## Task inputs:
^^^^^^^^
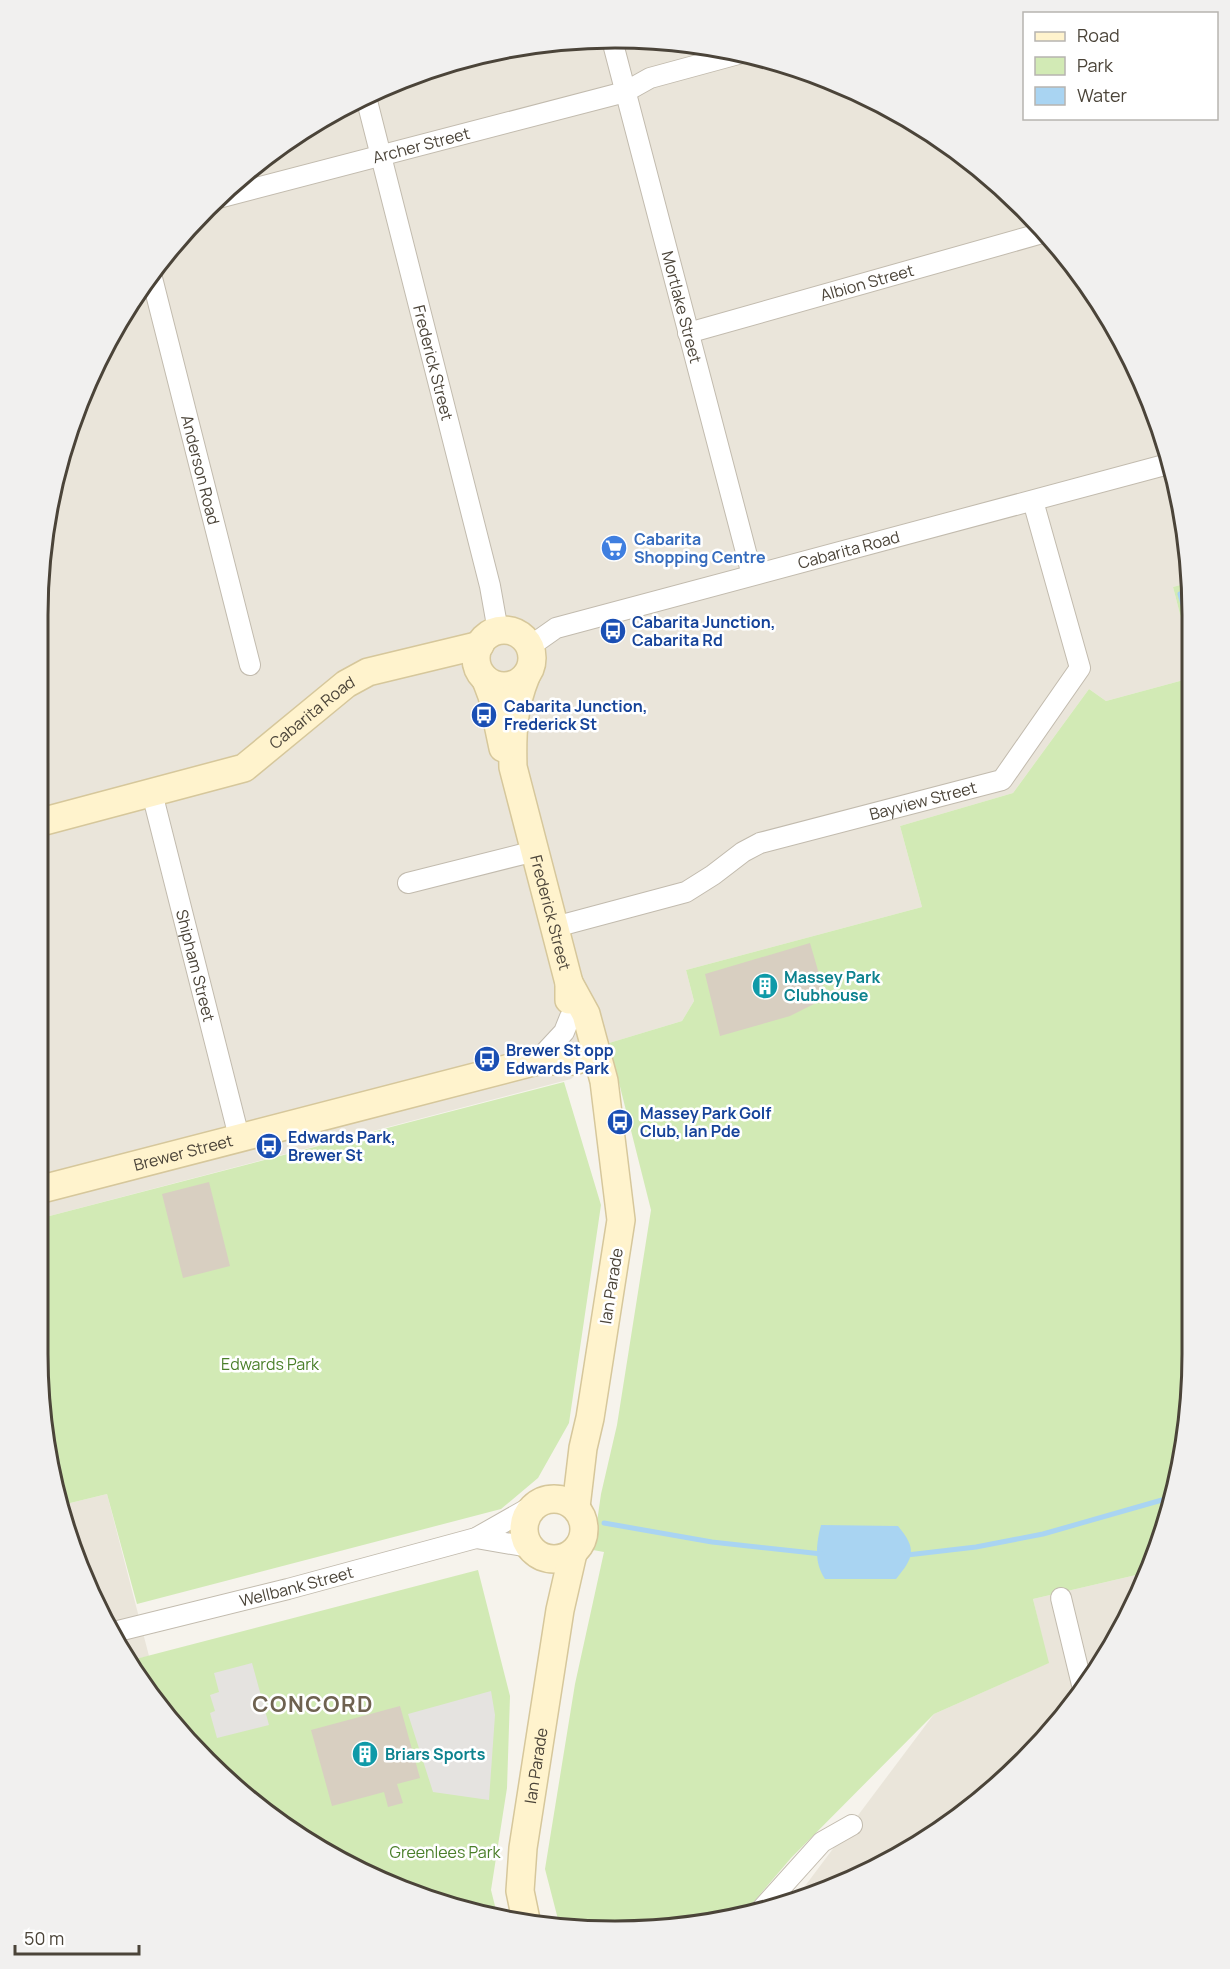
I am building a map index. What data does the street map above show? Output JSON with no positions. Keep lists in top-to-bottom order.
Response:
{
  "streets": {
    "main road": [
      "Frederick Street",
      "Cabarita Road",
      "Brewer Street",
      "Ian Parade"
    ],
    "street": [
      "Archer Street",
      "Albion Street",
      "Mortlake Street",
      "Anderson Road",
      "Bayview Street",
      "Shipham Street",
      "Wellbank Street"
    ]
  },
  "crossings": [
    ["Archer Street", "Mortlake Street"],
    ["Archer Street", "Frederick Street"],
    ["Albion Street", "Mortlake Street"],
    ["Mortlake Street", "Cabarita Road"],
    ["Frederick Street", "Cabarita Road"],
    ["Frederick Street", "Bayview Street"],
    ["Frederick Street", "Ian Parade"],
    ["Cabarita Road", "Bayview Street"],
    ["Cabarita Road", "Shipham Street"],
    ["Shipham Street", "Brewer Street"],
    ["Brewer Street", "Ian Parade"],
    ["Ian Parade", "Wellbank Street"]
  ],
  "districts": ["CONCORD"],
  "parks": ["Edwards Park", "Greenlees Park"],
  "places": {
    "supermarket": ["Cabarita Shopping Centre"],
    "bus stop": [
      "Cabarita Junction, Cabarita Rd",
      "Cabarita Junction, Frederick St",
      "Brewer St opp Edwards Park",
      "Massey Park Golf Club, Ian Pde",
      "Edwards Park, Brewer St"
    ],
    "building": ["Massey Park Clubhouse", "Briars Sports"]
  },
  "legend": ["Road", "Park", "Water"],
  "scale_bar": "50 m"
}
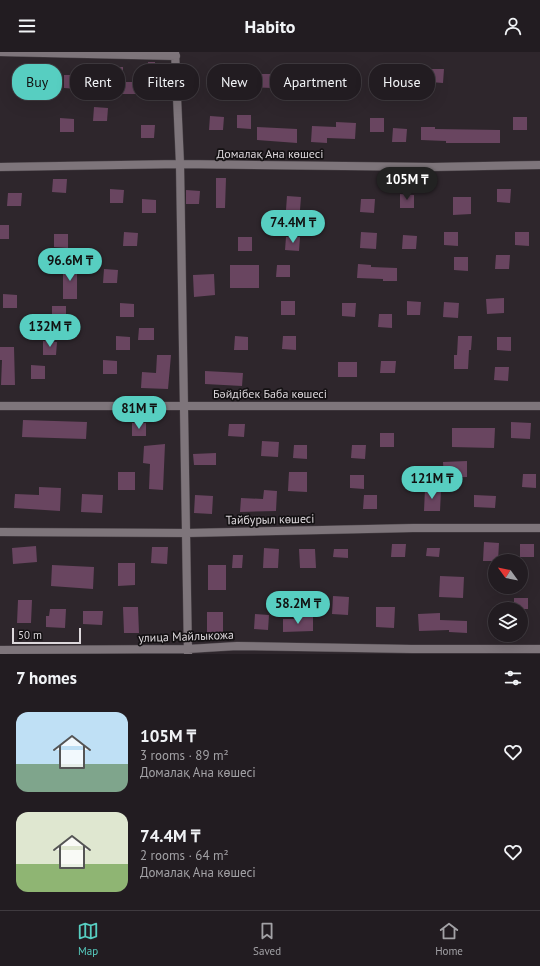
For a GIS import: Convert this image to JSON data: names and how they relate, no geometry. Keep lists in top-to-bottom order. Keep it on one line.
{"streets":{"street":["Домалақ Ана көшесі","Бәйдібек Баба көшесі","Тайбурыл көшесі","улица Майлыкожа"]},"scale_bar":"50 m","north":"top left","page":{"header":"Habito","chip":["Buy","Rent","Filters","New","Apartment","House"],"price":["105M ₸","74.4M ₸","96.6M ₸","132M ₸","81M ₸","121M ₸","58.2M ₸"],"scale":"50 m","heading":"7 homes","list":[{"name":"105M ₸","note":"3 rooms · 89 m² · Домалақ Ана көшесі"},{"name":"74.4M ₸","note":"2 rooms · 64 m² · Домалақ Ана көшесі"}],"tabs":["Map","Saved","Home"]}}
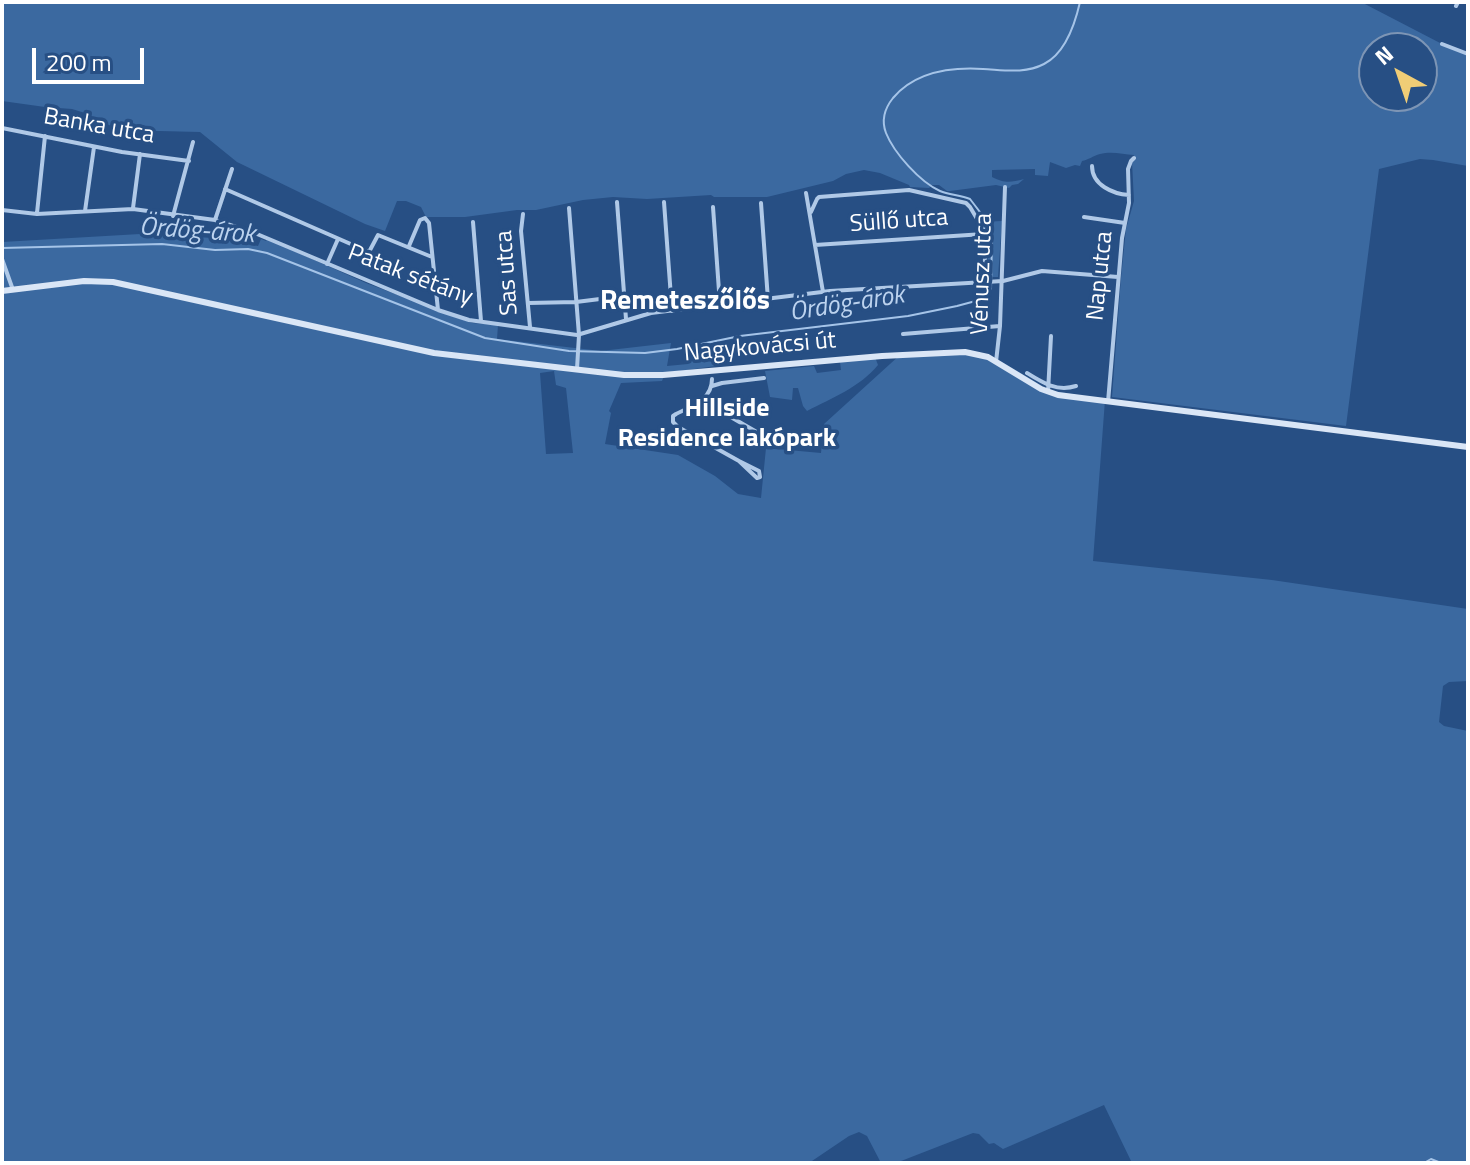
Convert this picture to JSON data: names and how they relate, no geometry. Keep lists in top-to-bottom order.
{
  "streets": {
    "street": [
      "Banka utca",
      "Süllő utca",
      "Sas utca",
      "Vénusz utca",
      "Patak sétány",
      "Nap utca",
      "Nagykovácsi út"
    ]
  },
  "crossings": [
    ["Sas utca", "Patak sétány"],
    ["Vénusz utca", "Patak sétány"],
    ["Vénusz utca", "Nagykovácsi út"],
    ["Patak sétány", "Nap utca"],
    ["Nap utca", "Nagykovácsi út"]
  ],
  "districts": ["Remeteszőlős", "Hillside Residence lakópark"],
  "water": ["Ördög-árok"],
  "scale_bar": "200 m",
  "north": "top left"
}
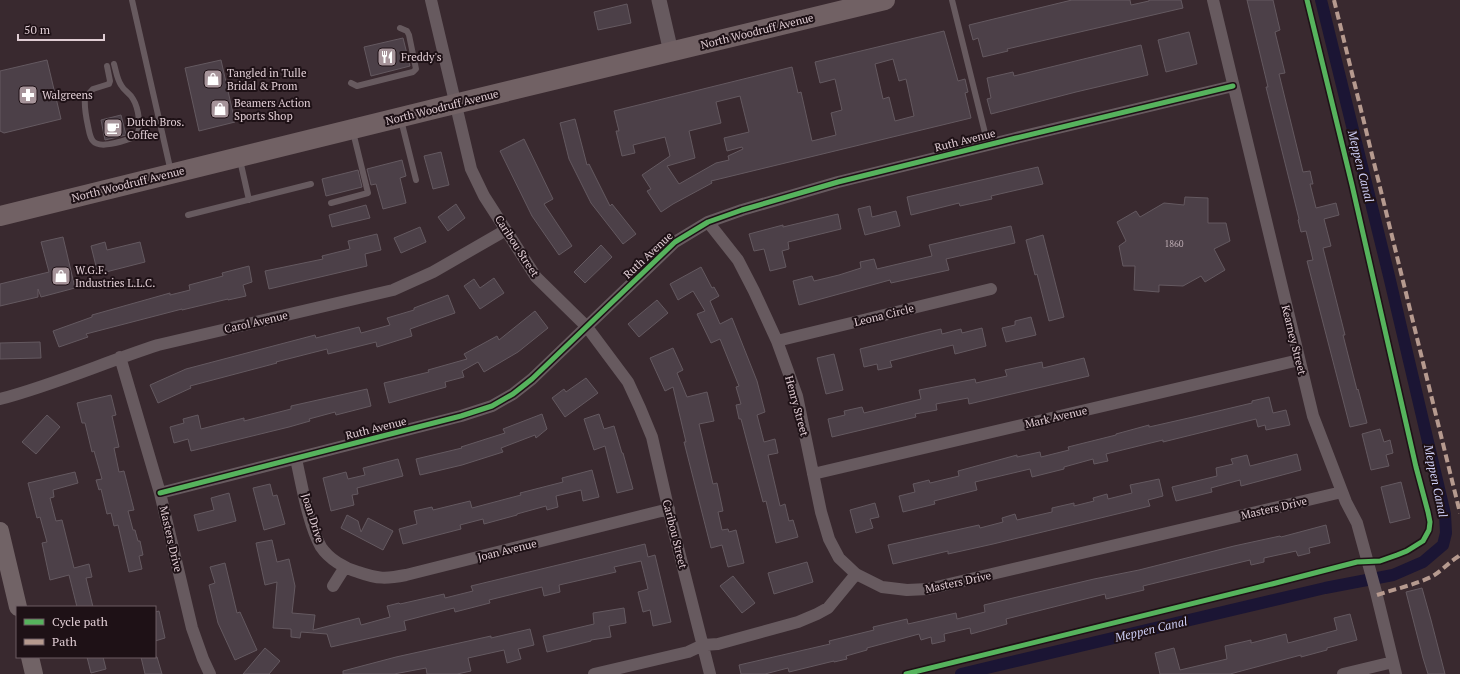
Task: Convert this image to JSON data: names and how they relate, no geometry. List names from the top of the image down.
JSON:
{
  "streets": {
    "main road": ["North Woodruff Avenue"],
    "street": [
      "Ruth Avenue",
      "Caribou Street",
      "Leona Circle",
      "Carol Avenue",
      "Kearney Street",
      "Henry Street",
      "Mark Avenue",
      "Masters Drive",
      "Joan Drive",
      "Joan Avenue"
    ]
  },
  "crossings": [
    ["North Woodruff Avenue", "Caribou Street"],
    ["Ruth Avenue", "Caribou Street"],
    ["Ruth Avenue", "Kearney Street"],
    ["Ruth Avenue", "Henry Street"],
    ["Ruth Avenue", "Masters Drive"],
    ["Ruth Avenue", "Joan Drive"],
    ["Caribou Street", "Carol Avenue"],
    ["Caribou Street", "Joan Avenue"],
    ["Leona Circle", "Henry Street"],
    ["Carol Avenue", "Masters Drive"],
    ["Kearney Street", "Mark Avenue"],
    ["Kearney Street", "Masters Drive"],
    ["Henry Street", "Mark Avenue"],
    ["Henry Street", "Masters Drive"],
    ["Joan Drive", "Joan Avenue"]
  ],
  "water": ["Meppen Canal"],
  "places": {
    "restaurant": ["Freddy's"],
    "shop": ["Tangled in Tulle Bridal & Prom", "Beamers Action Sports Shop", "W.G.F. Industries L.L.C."],
    "pharmacy": ["Walgreens"],
    "cafe": ["Dutch Bros. Coffee"]
  },
  "house_numbers": ["1860"],
  "legend": ["Cycle path", "Path"],
  "scale_bar": "50 m"
}
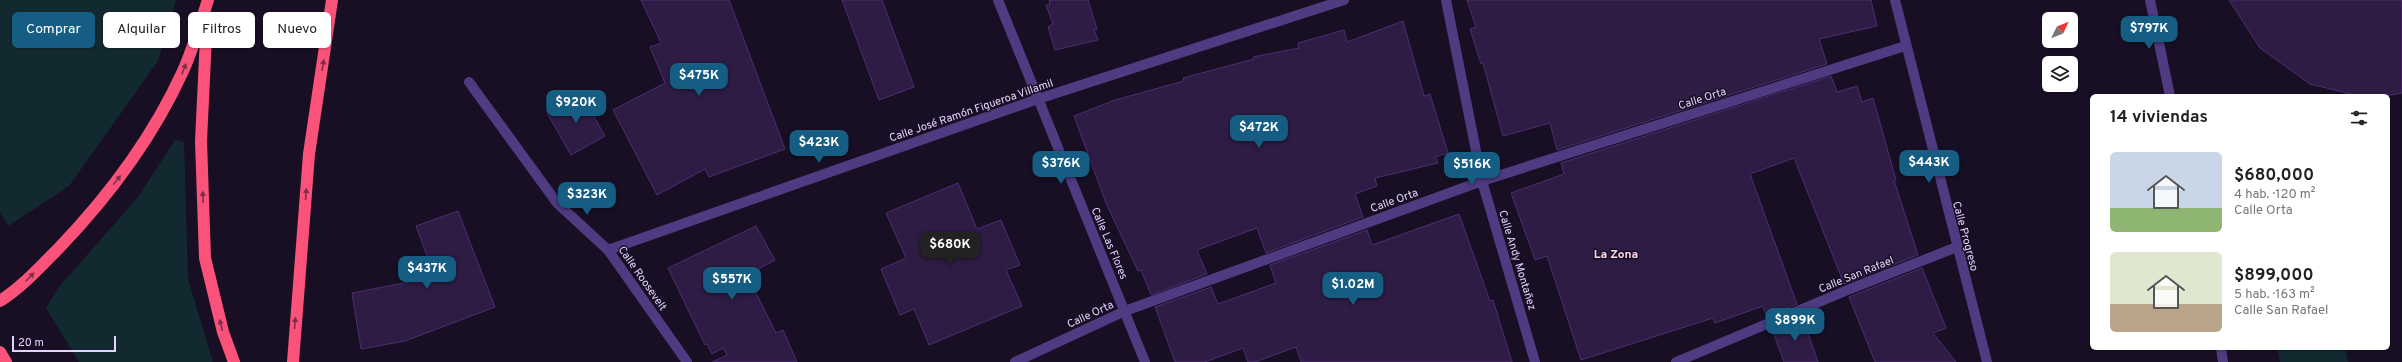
^^^^^^^^
## Assignment:
Read the entries and pick out all lines that include the word "Cabarita".

## Answer space:
      "Cabarita Road",
    ["Mortlake Street", "Cabarita Road"],
    ["Frederick Street", "Cabarita Road"],
    ["Cabarita Road", "Bayview Street"],
    ["Cabarita Road", "Shipham Street"],
    "supermarket": ["Cabarita Shopping Centre"],
      "Cabarita Junction, Cabarita Rd",
      "Cabarita Junction, Frederick St",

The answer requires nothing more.